New York’s avant-garde art and film scene of the early 1960s may have been dominated by the likes of Jonas Mekas and Andy Warhol, but “Barbara Rubin and the Exploding New York Underground” offers a fascinating recontextualization of that history, focusing on young Barbara Rubin’s integral role in shaping the era’s blossoming counterculture. Chuck Smith’s documentary is at once accessible and formally daring, echoing its subject’s style while simultaneously celebrating her radical achievements. It’s an enlightening nonfiction portrait of a feminist pioneer that, in this #MeToo era, should strike a timely chord.
Described as a “hot flame” because of her burning artistic engine, 18-year-old Rubin entered the orbit of experimental film godfather Mekas in 1963. That’s when he gave her a job at the Film-Makers’ Cooperative so she could secure her release from a psychiatric hospital, where she’d landed, courtesy of her parents, because of her feisty, independent behavior.

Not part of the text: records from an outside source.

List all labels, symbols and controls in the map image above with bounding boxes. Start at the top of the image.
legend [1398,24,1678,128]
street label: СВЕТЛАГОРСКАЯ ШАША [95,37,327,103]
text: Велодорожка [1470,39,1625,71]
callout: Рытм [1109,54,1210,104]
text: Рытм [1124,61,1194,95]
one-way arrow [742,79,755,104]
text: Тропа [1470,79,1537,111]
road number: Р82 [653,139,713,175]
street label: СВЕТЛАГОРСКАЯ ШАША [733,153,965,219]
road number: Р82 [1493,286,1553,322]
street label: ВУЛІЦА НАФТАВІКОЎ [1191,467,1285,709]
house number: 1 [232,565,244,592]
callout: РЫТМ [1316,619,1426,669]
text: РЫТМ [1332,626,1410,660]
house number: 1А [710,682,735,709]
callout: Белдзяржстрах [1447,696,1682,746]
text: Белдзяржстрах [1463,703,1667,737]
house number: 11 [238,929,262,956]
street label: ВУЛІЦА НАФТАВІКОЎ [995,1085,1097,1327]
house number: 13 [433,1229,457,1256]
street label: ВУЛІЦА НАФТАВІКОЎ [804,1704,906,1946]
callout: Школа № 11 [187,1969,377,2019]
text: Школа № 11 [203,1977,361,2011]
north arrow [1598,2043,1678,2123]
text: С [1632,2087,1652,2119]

Having developed a serious taste for drugs at the hospital, she brought an unconventional perspective and passion to her subsequent cinematic endeavors. Most famous was 1963’s “Christmas on Earth,” a 29-minute masterpiece in which two separate reels were projected simultaneously, one inside the other — the exterior footage being a closeup of a woman’s vagina, and the interior including nude painted and masked individuals engaged in sexual activity.

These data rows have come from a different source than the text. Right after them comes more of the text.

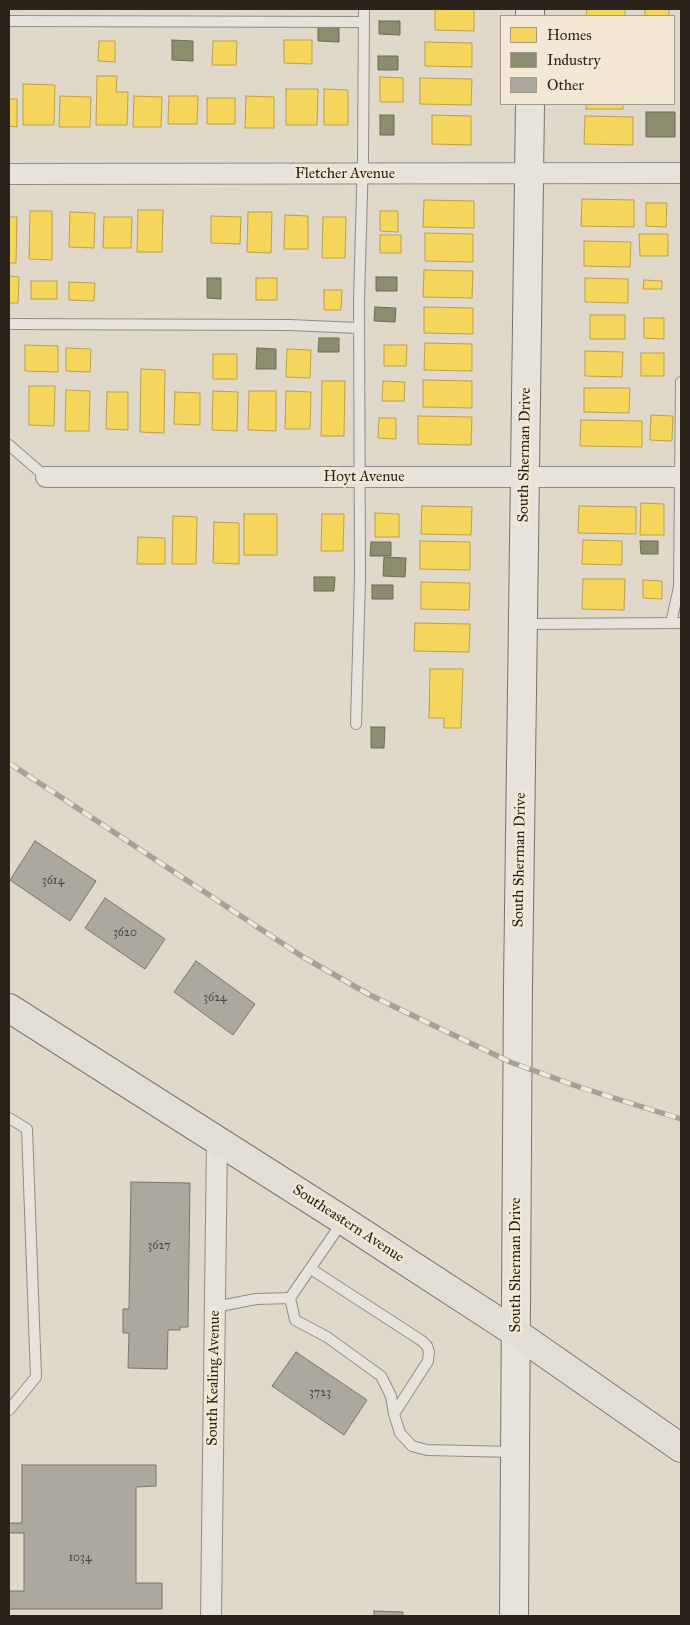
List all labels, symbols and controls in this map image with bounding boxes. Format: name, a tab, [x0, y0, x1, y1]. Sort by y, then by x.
legend	[500, 15, 675, 105]
text: Homes	[547, 26, 592, 44]
text: Industry	[547, 51, 601, 69]
text: Other	[547, 76, 584, 94]
street label: Fletcher Avenue	[295, 165, 395, 183]
street label: South Sherman Drive	[515, 387, 535, 523]
street label: Hoyt Avenue	[324, 468, 404, 486]
street label: South Sherman Drive	[510, 792, 530, 928]
house number: 3614	[42, 874, 64, 888]
house number: 3620	[113, 926, 137, 940]
house number: 3624	[203, 991, 227, 1005]
street label: Southeastern Avenue	[289, 1181, 407, 1267]
street label: South Sherman Drive	[507, 1198, 525, 1332]
house number: 3627	[148, 1239, 170, 1253]
street label: South Kealing Avenue	[204, 1310, 224, 1446]
house number: 3723	[309, 1386, 331, 1400]
house number: 1034	[68, 1551, 92, 1565]

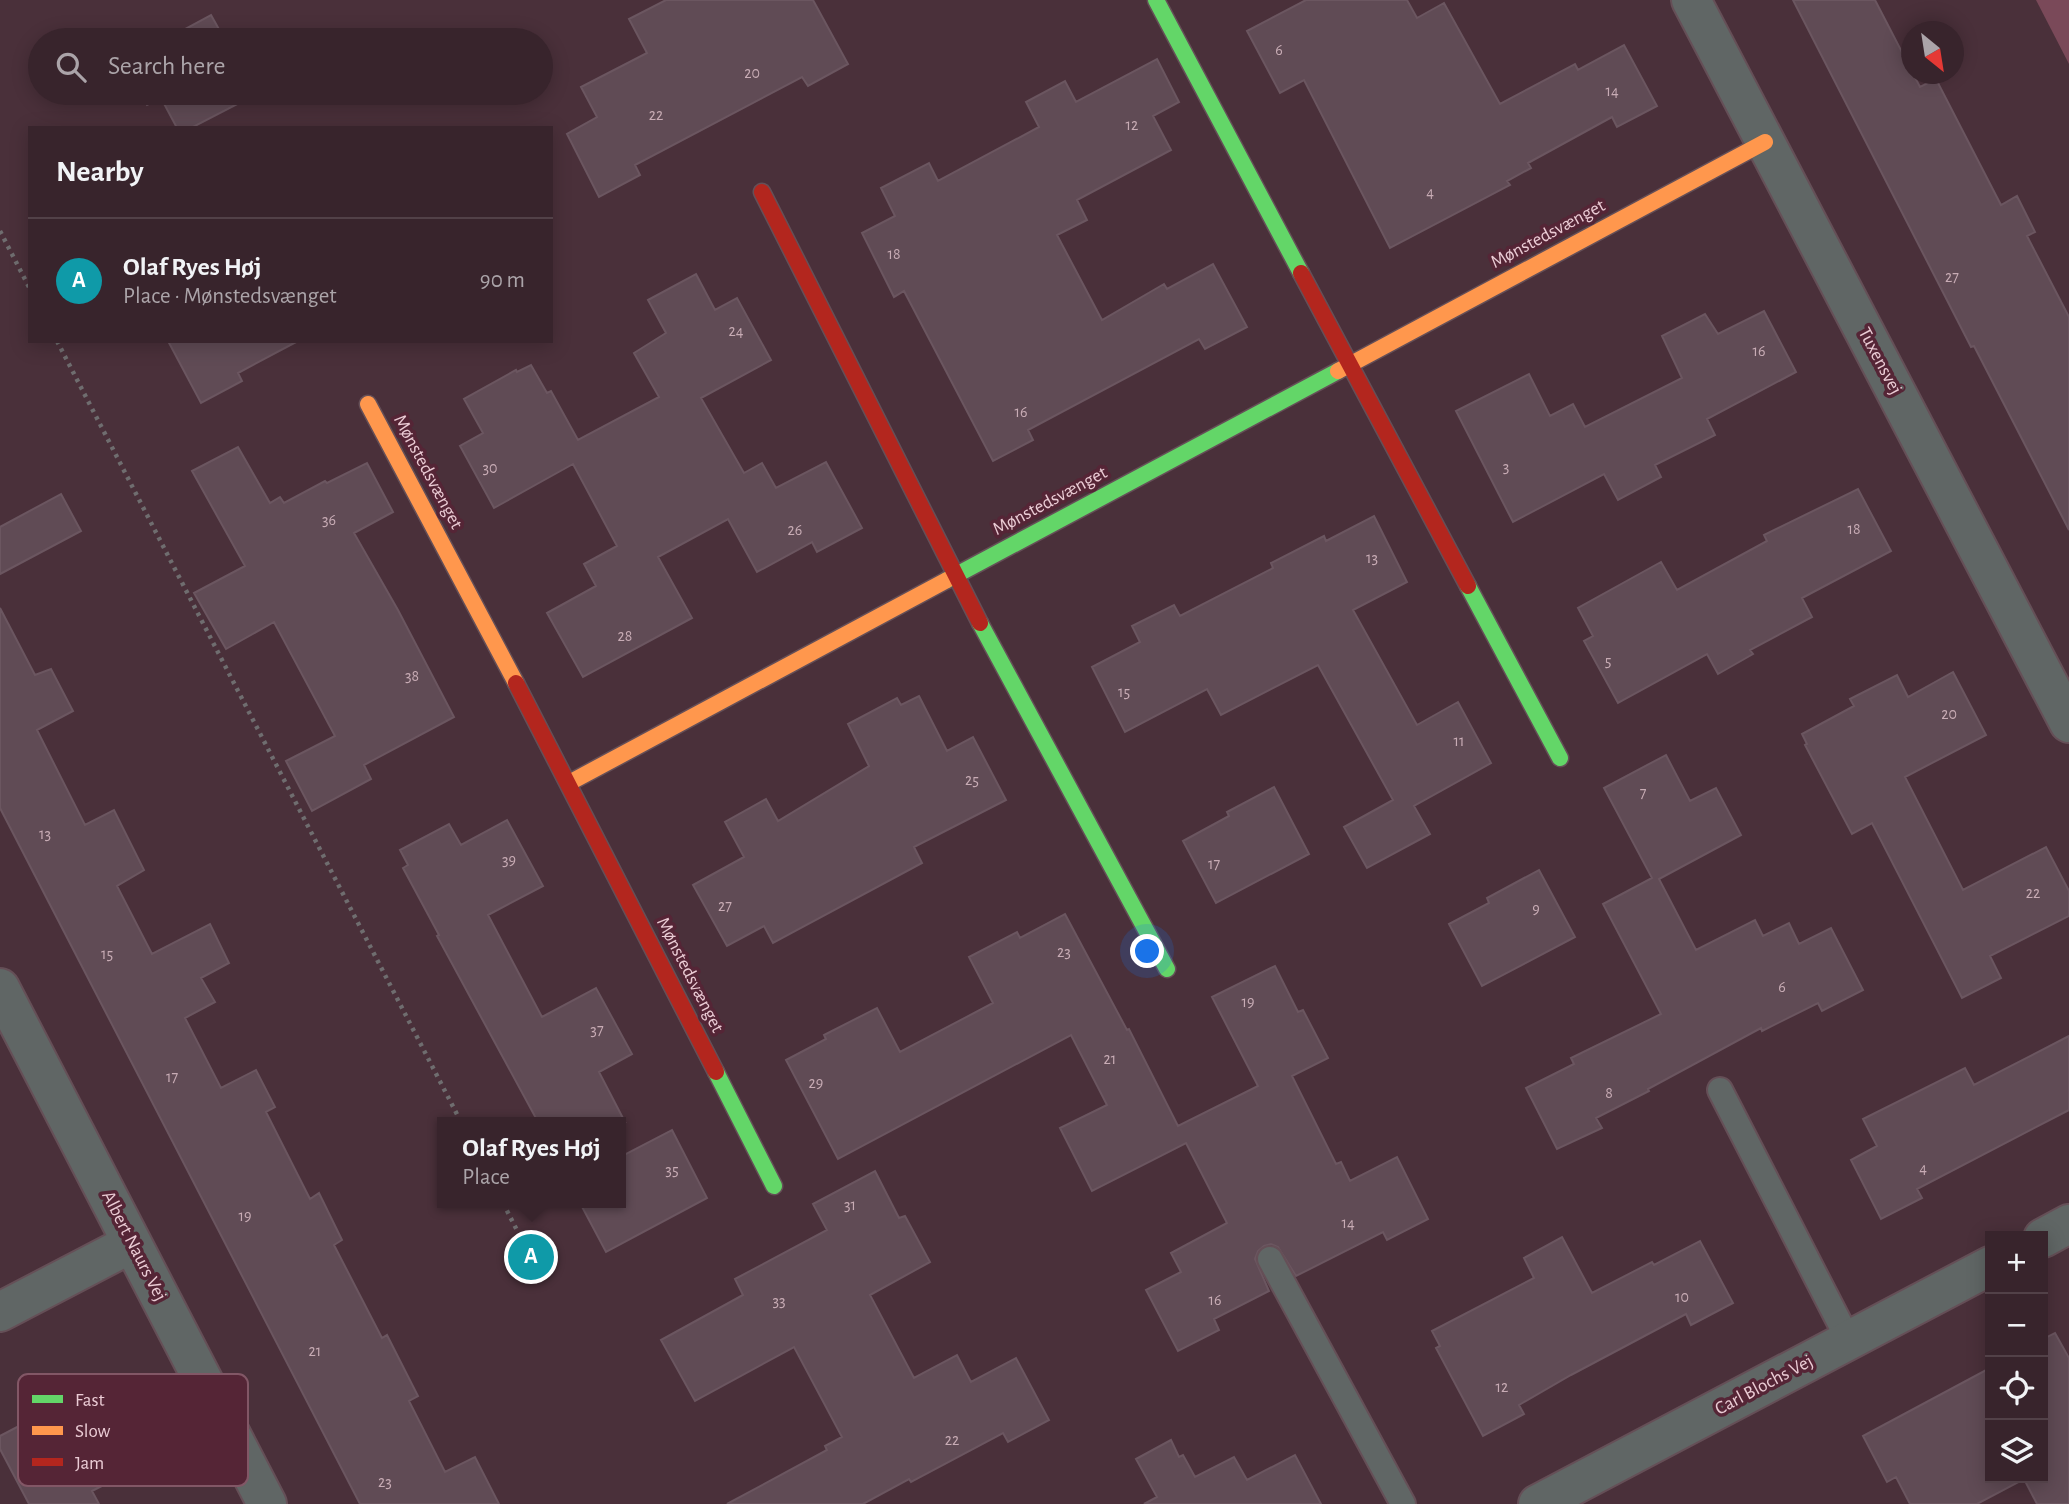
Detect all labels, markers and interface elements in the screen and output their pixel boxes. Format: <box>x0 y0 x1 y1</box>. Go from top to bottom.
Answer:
north arrow <box>1901 21 1964 84</box>
search box <box>28 28 553 105</box>
house number: 6 <box>1275 42 1283 58</box>
icon: search <box>52 48 90 86</box>
text: Search here <box>108 53 226 79</box>
house number: 20 <box>744 65 760 81</box>
house number: 14 <box>1605 83 1619 99</box>
house number: 22 <box>649 107 663 123</box>
house number: 12 <box>1126 117 1138 133</box>
text: Nearby <box>56 157 144 187</box>
house number: 4 <box>1426 184 1434 200</box>
street label: Mønstedsvænget <box>1488 196 1608 272</box>
house number: 18 <box>887 246 901 262</box>
text: Olaf Ryes Høj <box>123 254 262 280</box>
text: A <box>72 269 86 292</box>
text: 90 m <box>480 269 525 292</box>
house number: 27 <box>1945 269 1959 285</box>
text: Place · Mønstedsvænget <box>123 285 337 308</box>
house number: 24 <box>729 323 744 339</box>
street label: Tuxensvej <box>1855 324 1905 398</box>
house number: 16 <box>1752 343 1766 359</box>
house number: 16 <box>1014 404 1028 420</box>
street label: Mønstedsvænget <box>390 412 466 532</box>
house number: 3 <box>1503 459 1509 475</box>
house number: 30 <box>482 460 498 476</box>
street label: Mønstedsvænget <box>990 463 1110 539</box>
house number: 36 <box>322 512 336 528</box>
house number: 18 <box>1847 521 1861 537</box>
house number: 26 <box>788 522 802 538</box>
house number: 13 <box>1366 550 1378 566</box>
house number: 28 <box>618 628 632 644</box>
house number: 5 <box>1605 653 1611 669</box>
house number: 38 <box>405 668 419 684</box>
house number: 15 <box>1118 684 1130 700</box>
house number: 20 <box>1941 706 1957 722</box>
house number: 11 <box>1453 733 1465 749</box>
house number: 25 <box>965 772 979 788</box>
house number: 7 <box>1640 785 1647 801</box>
house number: 13 <box>39 826 51 842</box>
house number: 39 <box>502 852 516 868</box>
house number: 17 <box>1208 856 1220 872</box>
house number: 22 <box>2026 885 2040 901</box>
house number: 27 <box>718 898 732 914</box>
house number: 9 <box>1532 901 1540 917</box>
street label: Mønstedsvænget <box>653 914 727 1036</box>
your location <box>1130 934 1164 968</box>
house number: 23 <box>1057 944 1071 960</box>
house number: 15 <box>101 946 113 962</box>
house number: 6 <box>1778 979 1786 995</box>
house number: 19 <box>1241 994 1255 1010</box>
house number: 37 <box>590 1022 604 1038</box>
house number: 21 <box>1104 1051 1116 1067</box>
house number: 17 <box>166 1069 178 1085</box>
house number: 29 <box>809 1075 823 1091</box>
house number: 8 <box>1605 1085 1613 1101</box>
popup <box>437 1117 626 1208</box>
text: Olaf Ryes Høj <box>462 1135 601 1161</box>
house number: 4 <box>1919 1160 1927 1176</box>
house number: 35 <box>665 1162 679 1178</box>
text: Place <box>462 1166 510 1189</box>
street label: Albert Naurs Vej <box>98 1188 170 1304</box>
house number: 31 <box>844 1197 856 1213</box>
house number: 19 <box>238 1208 252 1224</box>
house number: 14 <box>1341 1215 1355 1231</box>
pin: A <box>508 1231 554 1283</box>
map controls <box>1985 1231 2048 1483</box>
button: + <box>1985 1231 2048 1294</box>
house number: 10 <box>1675 1289 1689 1305</box>
house number: 16 <box>1208 1292 1222 1308</box>
house number: 33 <box>772 1293 786 1309</box>
button: − <box>1985 1294 2048 1357</box>
house number: 21 <box>309 1343 321 1359</box>
street label: Carl Blochs Vej <box>1712 1351 1816 1419</box>
button: locate <box>1985 1357 2048 1420</box>
legend <box>18 1374 248 1486</box>
house number: 12 <box>1496 1379 1508 1395</box>
text: Fast <box>75 1391 105 1410</box>
button: layers <box>1985 1420 2048 1483</box>
text: Slow <box>75 1422 111 1441</box>
house number: 22 <box>945 1432 959 1448</box>
text: Jam <box>75 1454 104 1473</box>
house number: 23 <box>378 1474 392 1490</box>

Pushing things even further than Jack Smith’s controversial “Flaming Creatures,” “Christmas on Earth” blazed a boundary-defining trail. “She was like the Joan of Arc of underground cinema,” opines critic J. Hoberman, while fellow critic (and Rubin friend) Amy Taubin remarks that the filmmaker had “the most transcendently beautiful face I’d ever seen.” Before long, Rubin was front and center in this male-saturated subculture; the documentary concentrates on her great ability not only to identify similarly eclectic, audacious talent, but to facilitate meetings between artists in order to further stimulate creativity — and to inspire them to seek out brave new frontiers.
Courtesy of anecdotes from friends, relatives, colleagues and admirers, as well as old photos and movies that are often set to narrated readings of letters Rubin wrote to Mekas and others, the documentary relays how Rubin introduced Warhol to Bob Dylan and the Velvet Underground, and also Dylan to the Kabbalah, the mystical strain of Judaism to which she was increasingly drawn. The documentary also spends time on her close relationship with Allen Ginsberg, with whom she eventually founded a sanctuary for poets in upstate New York, the two linked by a shared interest in finding new modes of expression, thought and existence.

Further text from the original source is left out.